++++ SUPPLIED ENTRIES ++++
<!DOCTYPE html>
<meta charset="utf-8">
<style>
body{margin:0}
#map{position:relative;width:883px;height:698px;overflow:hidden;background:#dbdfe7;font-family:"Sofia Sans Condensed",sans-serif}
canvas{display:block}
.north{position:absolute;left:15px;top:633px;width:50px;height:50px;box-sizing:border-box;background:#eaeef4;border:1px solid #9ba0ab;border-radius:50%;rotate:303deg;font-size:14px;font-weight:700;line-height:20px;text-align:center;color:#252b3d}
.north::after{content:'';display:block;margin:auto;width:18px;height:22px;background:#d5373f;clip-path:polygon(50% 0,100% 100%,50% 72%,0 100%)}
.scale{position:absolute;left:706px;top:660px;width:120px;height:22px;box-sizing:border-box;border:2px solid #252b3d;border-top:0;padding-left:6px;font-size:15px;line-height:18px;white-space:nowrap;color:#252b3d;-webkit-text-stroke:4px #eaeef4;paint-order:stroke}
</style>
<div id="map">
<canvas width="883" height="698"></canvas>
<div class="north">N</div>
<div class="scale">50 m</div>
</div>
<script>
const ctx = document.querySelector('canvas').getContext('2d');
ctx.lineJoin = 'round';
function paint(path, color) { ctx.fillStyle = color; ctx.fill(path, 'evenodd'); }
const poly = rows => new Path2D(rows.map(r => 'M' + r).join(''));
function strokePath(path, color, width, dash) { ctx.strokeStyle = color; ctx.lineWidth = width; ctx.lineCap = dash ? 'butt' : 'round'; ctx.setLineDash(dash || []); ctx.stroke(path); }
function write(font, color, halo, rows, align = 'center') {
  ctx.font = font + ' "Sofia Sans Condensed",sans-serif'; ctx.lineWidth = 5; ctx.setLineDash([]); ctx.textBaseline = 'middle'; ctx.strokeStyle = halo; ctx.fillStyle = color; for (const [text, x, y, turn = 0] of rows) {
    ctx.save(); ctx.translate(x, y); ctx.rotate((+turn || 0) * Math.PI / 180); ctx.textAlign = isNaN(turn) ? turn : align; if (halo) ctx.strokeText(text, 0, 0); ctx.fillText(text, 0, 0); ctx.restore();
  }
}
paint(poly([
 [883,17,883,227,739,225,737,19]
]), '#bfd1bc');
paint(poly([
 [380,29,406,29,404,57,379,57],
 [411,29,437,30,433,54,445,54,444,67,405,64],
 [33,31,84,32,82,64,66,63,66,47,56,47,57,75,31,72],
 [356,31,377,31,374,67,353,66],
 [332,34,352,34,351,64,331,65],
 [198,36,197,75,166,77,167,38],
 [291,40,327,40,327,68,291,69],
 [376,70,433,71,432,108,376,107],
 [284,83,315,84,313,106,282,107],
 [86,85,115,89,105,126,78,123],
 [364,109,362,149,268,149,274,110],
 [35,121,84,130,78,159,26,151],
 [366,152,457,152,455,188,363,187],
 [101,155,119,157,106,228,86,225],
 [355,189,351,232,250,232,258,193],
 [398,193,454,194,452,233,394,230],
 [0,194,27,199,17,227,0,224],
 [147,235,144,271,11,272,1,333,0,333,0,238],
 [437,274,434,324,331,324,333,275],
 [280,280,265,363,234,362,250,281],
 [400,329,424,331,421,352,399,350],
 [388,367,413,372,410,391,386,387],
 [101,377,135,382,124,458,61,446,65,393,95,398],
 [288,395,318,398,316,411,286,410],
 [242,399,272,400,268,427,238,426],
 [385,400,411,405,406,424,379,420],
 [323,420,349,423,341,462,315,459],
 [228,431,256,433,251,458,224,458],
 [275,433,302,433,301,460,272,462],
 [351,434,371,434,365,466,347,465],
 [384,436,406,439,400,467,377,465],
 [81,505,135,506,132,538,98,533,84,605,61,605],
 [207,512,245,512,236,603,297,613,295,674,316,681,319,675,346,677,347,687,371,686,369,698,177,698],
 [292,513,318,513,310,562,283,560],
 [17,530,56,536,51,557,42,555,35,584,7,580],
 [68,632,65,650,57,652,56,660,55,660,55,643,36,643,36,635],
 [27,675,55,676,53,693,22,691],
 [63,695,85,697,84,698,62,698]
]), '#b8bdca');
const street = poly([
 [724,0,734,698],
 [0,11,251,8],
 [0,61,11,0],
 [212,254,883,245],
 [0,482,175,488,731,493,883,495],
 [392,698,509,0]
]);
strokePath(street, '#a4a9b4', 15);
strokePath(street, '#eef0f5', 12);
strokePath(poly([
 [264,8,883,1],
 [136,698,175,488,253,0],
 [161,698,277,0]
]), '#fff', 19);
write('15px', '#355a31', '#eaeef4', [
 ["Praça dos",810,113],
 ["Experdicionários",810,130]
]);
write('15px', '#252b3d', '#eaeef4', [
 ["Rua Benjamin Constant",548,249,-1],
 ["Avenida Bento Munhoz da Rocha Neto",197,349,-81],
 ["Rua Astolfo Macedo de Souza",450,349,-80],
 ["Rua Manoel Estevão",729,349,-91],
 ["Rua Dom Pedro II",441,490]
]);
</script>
++++
:: TASK TO CARRY OUT ::
The expected answer is every line above in which the word "write" appears.

:: RESULT BELOW ::
function write(font, color, halo, rows, align = 'center') {
write('15px', '#355a31', '#eaeef4', [
write('15px', '#252b3d', '#eaeef4', [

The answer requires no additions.